How to Reinvent Your Love Life (or How to Break Blocks to Love)

lesbian-couple-picture-id915291634 How to Reinvent Your Love Life (or How to Break Blocks to Love)

Love is in the air! Can you feel it? I think autumn is the most romantic time of the year. Yes I know it’s spring down under but It’s this time of year for me that turns on my romantic buttons. I know I’ve said this before but I just love all aspects of love. I love being in love and helping people understand and experience more love. I love my awesome husband, I love my job, I love my dogs, my friends, my students, my employees and you know what -my world is brimming with love! I have so much of it to give. And so I do!

It was not always like this. I used to look for love, and determine my worth for how much the outer world would reflect my lovability and value depending on who was there or not there to prove it to me. I thought longing and yearning was love but it wasn’t – it was the focus on the lack of love that was so compelling and “romantic.”
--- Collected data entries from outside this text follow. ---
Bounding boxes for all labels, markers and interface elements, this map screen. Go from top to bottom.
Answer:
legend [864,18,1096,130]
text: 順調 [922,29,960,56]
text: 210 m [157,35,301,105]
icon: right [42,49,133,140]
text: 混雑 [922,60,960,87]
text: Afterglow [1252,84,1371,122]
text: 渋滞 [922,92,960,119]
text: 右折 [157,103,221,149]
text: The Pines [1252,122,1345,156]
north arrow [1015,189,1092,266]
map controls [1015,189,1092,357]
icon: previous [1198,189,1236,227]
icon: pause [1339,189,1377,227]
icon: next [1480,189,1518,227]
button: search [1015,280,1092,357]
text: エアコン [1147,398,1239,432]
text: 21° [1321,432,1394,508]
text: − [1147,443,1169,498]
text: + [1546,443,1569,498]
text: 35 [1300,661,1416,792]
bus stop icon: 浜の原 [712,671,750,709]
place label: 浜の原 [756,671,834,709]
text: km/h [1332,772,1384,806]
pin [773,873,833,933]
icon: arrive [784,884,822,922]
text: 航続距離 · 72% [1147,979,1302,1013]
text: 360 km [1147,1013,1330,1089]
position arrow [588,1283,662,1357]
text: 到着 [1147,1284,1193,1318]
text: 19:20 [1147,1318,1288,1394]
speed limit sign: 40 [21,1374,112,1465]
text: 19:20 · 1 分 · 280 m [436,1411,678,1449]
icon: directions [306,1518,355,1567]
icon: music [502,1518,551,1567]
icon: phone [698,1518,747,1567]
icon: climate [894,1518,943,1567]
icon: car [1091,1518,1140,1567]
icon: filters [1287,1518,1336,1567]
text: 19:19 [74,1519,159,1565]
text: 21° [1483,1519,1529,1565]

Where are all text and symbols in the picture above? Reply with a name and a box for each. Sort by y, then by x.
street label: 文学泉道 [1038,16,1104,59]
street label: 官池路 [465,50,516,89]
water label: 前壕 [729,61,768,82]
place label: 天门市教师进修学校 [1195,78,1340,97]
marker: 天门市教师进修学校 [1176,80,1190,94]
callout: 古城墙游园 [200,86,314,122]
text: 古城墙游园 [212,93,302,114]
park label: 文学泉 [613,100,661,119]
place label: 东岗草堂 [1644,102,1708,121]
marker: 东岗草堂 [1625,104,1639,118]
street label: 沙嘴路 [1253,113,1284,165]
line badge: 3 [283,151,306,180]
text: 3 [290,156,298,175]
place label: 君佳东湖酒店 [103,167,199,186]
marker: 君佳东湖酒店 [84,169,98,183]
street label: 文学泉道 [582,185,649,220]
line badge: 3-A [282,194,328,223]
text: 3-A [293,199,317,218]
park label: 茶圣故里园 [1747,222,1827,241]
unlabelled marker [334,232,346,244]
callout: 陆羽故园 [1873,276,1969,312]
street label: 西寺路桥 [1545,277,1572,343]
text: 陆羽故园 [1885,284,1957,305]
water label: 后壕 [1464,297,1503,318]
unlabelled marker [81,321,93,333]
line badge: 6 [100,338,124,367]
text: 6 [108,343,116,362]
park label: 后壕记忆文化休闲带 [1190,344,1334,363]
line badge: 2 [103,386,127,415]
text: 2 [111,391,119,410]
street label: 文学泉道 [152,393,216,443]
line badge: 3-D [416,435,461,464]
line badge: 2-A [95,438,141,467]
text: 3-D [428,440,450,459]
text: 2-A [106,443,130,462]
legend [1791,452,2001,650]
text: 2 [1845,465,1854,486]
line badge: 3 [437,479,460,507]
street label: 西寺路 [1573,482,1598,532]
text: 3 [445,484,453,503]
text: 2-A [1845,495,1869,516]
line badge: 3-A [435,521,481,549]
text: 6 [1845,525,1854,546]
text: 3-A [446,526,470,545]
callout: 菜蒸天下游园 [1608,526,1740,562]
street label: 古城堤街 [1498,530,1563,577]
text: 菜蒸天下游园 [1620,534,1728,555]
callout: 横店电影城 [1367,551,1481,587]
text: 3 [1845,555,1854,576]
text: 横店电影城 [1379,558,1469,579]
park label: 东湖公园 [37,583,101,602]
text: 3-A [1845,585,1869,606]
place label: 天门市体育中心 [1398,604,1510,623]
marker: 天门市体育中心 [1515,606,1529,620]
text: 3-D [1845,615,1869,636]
For many years I struggled with this need to be loved and seen as worthy. When I was single, for a long time to me it was a message that I was flawed. I could only see the empty part of the glass. Yet thank goodness I saw the Light.  It was only when I surrendered this fully, and learned to love myself and be a channel for love that I no longer saw myself that way. And paradoxically the more I let go the need to find love, the more of it came to me!

I know that for many people, the mention of love and relationships elicits frustration, regret, anxiety, and a sudden need for chocolate. You want to meet the right person, but things just never seem to pan out. Or, you keep thinking you’ve met “the one” only to discover that he or she is just as commitment phobic or dishonest as “the one” before him/her. It’s the same old story with a new leading love interest, and you wonder what you’re doing wrong.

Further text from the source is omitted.